▸ ACTIVITY
Reproduce exactly the line that contains "Task: Serialize what" and all lines that follow it in the records below, ending with the last one.

(Stored data entries)

=== Begin Enclosure ===

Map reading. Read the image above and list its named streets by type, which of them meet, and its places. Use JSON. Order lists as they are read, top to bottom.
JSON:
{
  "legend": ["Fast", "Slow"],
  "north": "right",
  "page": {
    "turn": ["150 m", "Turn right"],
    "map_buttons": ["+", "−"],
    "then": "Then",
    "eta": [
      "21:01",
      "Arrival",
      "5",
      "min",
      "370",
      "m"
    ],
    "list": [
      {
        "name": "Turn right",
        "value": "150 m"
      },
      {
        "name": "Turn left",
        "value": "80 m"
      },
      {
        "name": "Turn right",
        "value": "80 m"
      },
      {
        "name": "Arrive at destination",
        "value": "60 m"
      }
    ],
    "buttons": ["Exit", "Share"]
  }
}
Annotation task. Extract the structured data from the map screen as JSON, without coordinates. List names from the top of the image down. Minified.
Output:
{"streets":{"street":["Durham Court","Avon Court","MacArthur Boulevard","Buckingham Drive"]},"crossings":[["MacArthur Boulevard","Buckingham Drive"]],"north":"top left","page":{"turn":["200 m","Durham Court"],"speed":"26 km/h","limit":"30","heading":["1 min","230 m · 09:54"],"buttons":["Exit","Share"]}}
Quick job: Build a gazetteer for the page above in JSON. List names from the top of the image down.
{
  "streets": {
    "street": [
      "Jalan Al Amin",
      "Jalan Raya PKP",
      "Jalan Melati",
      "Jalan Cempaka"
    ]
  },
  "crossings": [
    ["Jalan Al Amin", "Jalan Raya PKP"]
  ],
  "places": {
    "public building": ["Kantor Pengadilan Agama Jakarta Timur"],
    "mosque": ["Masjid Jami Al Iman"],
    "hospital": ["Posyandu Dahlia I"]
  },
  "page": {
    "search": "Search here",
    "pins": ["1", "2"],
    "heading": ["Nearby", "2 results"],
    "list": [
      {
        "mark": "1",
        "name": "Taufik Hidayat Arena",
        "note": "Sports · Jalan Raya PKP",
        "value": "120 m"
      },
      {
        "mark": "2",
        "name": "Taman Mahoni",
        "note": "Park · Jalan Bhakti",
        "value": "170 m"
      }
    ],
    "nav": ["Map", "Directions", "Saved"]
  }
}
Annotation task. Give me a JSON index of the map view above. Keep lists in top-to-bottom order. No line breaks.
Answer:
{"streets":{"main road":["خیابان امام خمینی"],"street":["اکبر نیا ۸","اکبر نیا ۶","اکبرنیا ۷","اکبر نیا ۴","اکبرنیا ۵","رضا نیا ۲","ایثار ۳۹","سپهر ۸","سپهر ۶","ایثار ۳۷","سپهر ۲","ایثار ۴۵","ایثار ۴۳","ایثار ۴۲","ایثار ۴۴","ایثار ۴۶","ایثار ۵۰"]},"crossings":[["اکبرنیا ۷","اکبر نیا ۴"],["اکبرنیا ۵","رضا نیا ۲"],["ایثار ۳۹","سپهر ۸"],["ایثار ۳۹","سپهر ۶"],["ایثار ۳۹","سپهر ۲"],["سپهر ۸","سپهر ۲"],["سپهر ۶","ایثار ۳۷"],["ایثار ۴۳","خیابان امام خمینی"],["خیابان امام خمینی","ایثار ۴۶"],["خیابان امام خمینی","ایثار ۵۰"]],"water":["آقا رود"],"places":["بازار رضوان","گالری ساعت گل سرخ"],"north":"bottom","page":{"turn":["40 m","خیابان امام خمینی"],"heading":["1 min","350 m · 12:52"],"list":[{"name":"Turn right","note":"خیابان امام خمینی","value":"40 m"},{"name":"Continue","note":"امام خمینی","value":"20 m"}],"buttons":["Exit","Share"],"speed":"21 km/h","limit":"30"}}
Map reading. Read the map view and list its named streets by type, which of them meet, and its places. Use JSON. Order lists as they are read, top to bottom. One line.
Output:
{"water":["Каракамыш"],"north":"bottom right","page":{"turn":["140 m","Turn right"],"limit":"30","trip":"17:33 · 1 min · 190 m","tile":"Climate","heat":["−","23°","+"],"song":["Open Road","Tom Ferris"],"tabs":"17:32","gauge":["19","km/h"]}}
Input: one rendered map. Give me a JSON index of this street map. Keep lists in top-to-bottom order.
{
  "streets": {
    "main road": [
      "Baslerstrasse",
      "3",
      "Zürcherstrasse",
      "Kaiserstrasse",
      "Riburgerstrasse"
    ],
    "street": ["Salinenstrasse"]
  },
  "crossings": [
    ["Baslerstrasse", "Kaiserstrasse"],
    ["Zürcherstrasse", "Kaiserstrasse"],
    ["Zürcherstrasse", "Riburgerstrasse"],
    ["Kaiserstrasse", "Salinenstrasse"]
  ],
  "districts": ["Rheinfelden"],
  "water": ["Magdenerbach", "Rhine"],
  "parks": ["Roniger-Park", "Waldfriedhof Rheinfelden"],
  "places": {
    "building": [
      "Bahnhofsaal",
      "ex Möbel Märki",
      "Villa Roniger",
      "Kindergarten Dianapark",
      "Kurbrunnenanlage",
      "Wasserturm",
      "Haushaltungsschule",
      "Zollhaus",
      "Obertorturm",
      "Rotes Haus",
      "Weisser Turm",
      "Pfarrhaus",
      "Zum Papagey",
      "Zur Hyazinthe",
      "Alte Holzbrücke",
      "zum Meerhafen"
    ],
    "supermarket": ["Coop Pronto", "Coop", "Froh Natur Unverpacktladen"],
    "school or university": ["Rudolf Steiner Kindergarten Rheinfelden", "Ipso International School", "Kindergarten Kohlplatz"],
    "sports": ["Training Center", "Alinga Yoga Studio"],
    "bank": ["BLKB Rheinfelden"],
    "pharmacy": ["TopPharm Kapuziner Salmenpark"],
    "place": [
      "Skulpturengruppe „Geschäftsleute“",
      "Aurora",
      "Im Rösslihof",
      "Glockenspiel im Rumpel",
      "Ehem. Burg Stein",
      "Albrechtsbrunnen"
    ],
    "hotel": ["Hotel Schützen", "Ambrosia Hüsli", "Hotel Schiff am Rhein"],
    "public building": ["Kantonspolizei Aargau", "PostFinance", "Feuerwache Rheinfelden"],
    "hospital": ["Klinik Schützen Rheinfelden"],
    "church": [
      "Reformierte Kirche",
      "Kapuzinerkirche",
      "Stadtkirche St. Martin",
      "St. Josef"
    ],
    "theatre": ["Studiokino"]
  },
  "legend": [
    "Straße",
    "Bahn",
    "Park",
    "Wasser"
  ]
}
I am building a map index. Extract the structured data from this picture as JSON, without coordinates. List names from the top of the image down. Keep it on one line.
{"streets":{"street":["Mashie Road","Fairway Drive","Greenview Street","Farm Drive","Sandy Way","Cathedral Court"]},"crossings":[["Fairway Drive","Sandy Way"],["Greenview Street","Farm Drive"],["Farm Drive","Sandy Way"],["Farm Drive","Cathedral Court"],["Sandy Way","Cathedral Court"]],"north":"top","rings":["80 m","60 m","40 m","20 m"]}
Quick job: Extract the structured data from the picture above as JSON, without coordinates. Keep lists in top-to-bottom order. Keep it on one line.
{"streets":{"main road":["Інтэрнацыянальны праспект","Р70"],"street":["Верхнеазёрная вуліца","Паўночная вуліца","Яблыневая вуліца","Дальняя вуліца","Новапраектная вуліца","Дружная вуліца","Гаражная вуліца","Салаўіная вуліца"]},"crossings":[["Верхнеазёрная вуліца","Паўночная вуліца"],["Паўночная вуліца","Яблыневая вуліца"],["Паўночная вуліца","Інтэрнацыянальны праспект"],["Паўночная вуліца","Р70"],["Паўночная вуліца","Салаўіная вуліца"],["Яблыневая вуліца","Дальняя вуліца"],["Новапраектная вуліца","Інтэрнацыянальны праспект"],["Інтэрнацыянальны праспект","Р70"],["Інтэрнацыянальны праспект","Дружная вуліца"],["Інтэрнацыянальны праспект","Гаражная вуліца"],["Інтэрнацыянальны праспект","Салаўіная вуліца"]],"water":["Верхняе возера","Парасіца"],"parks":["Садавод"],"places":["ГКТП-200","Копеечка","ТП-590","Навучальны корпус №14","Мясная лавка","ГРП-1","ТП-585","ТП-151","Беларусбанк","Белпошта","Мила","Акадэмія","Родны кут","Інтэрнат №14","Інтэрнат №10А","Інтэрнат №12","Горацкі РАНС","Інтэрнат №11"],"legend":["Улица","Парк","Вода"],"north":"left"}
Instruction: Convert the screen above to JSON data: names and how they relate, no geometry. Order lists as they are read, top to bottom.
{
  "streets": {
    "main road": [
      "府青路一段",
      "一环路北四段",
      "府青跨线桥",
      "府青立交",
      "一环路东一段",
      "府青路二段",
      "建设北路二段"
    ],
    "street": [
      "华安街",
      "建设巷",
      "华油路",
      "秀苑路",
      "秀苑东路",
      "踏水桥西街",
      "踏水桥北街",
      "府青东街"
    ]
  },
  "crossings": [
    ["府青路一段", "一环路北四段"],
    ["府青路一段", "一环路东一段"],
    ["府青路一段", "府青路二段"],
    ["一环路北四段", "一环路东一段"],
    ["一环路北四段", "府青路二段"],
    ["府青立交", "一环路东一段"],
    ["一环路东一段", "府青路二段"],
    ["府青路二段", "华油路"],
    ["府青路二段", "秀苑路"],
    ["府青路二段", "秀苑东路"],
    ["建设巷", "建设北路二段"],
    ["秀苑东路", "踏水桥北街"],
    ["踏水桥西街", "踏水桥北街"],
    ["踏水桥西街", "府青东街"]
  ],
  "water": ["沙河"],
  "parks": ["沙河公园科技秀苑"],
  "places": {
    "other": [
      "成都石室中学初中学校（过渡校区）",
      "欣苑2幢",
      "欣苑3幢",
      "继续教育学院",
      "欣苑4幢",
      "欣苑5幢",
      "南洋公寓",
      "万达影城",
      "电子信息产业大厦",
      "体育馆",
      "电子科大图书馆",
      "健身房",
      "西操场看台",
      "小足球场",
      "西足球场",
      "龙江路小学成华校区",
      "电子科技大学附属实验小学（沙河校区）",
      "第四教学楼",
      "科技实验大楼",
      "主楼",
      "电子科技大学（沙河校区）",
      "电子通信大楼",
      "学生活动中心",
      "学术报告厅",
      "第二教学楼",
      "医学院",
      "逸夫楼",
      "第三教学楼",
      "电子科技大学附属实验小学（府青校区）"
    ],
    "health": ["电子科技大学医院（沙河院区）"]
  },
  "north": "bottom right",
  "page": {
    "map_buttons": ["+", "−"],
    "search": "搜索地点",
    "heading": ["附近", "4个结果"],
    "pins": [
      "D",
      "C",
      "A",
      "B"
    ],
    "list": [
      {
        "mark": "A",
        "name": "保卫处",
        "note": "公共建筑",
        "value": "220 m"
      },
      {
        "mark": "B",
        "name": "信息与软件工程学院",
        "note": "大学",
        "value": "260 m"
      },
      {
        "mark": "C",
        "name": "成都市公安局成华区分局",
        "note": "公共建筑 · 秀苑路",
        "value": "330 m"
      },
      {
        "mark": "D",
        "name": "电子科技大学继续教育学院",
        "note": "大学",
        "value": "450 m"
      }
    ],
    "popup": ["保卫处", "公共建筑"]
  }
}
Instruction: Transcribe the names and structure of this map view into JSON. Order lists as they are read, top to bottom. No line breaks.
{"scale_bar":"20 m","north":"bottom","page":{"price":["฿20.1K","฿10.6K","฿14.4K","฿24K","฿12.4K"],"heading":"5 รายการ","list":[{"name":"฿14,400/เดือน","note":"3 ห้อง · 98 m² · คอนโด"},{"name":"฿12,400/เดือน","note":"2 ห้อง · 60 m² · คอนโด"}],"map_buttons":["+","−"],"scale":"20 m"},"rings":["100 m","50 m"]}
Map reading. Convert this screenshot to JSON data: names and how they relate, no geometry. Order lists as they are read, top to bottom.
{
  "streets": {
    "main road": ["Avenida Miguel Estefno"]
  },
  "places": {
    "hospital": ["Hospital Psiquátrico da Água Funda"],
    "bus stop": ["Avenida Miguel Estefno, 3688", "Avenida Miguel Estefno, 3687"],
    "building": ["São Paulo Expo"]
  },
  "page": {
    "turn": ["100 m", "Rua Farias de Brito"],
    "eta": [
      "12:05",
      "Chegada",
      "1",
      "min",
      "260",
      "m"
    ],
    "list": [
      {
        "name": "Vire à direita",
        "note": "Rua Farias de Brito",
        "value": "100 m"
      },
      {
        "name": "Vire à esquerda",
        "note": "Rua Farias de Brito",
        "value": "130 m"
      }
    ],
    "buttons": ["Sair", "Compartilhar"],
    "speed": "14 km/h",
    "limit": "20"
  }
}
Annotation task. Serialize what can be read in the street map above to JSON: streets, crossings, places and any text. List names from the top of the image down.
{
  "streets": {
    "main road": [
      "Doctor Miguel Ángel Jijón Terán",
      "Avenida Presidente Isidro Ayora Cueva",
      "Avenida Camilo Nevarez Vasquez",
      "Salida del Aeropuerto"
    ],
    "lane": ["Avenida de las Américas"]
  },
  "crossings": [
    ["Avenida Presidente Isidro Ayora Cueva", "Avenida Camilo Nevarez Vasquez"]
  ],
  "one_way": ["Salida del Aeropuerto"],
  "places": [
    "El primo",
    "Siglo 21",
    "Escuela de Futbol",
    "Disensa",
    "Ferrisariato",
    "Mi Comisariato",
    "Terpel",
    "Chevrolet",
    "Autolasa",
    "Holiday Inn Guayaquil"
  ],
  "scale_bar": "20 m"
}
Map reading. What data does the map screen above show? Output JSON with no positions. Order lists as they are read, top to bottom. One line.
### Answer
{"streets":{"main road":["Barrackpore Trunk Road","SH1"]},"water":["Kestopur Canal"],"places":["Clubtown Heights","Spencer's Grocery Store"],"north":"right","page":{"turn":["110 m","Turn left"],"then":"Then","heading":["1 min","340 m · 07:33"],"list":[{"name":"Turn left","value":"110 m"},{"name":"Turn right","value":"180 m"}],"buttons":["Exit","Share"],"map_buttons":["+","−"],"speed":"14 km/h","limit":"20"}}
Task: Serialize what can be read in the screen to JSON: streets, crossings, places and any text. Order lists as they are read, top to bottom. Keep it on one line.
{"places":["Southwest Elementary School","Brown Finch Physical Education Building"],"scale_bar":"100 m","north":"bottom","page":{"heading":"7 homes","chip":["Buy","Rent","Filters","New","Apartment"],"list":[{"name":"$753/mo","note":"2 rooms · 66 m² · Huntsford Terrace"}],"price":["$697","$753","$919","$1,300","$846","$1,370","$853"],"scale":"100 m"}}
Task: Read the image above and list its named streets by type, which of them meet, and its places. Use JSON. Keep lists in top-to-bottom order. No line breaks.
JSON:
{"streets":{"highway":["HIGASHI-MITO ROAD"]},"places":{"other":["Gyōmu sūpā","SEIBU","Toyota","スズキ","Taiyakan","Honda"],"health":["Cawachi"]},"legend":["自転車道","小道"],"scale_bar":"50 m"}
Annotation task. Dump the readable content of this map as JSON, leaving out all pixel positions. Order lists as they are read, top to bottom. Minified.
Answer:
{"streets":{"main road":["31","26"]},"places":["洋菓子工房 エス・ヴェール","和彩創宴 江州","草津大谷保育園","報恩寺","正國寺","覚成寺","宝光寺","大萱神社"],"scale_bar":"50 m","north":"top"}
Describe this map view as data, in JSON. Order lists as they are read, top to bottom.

=== End Enclosure ===

▸ RESULT OF THE EXERCISE
Task: Serialize what can be read in the screen to JSON: streets, crossings, places and any text. Order lists as they are read, top to bottom. Keep it on one line.
{"places":["Southwest Elementary School","Brown Finch Physical Education Building"],"scale_bar":"100 m","north":"bottom","page":{"heading":"7 homes","chip":["Buy","Rent","Filters","New","Apartment"],"list":[{"name":"$753/mo","note":"2 rooms · 66 m² · Huntsford Terrace"}],"price":["$697","$753","$919","$1,300","$846","$1,370","$853"],"scale":"100 m"}}
Task: Read the image above and list its named streets by type, which of them meet, and its places. Use JSON. Keep lists in top-to-bottom order. No line breaks.
JSON:
{"streets":{"highway":["HIGASHI-MITO ROAD"]},"places":{"other":["Gyōmu sūpā","SEIBU","Toyota","スズキ","Taiyakan","Honda"],"health":["Cawachi"]},"legend":["自転車道","小道"],"scale_bar":"50 m"}
Annotation task. Dump the readable content of this map as JSON, leaving out all pixel positions. Order lists as they are read, top to bottom. Minified.
Answer:
{"streets":{"main road":["31","26"]},"places":["洋菓子工房 エス・ヴェール","和彩創宴 江州","草津大谷保育園","報恩寺","正國寺","覚成寺","宝光寺","大萱神社"],"scale_bar":"50 m","north":"top"}
Describe this map view as data, in JSON. Order lists as they are read, top to bottom.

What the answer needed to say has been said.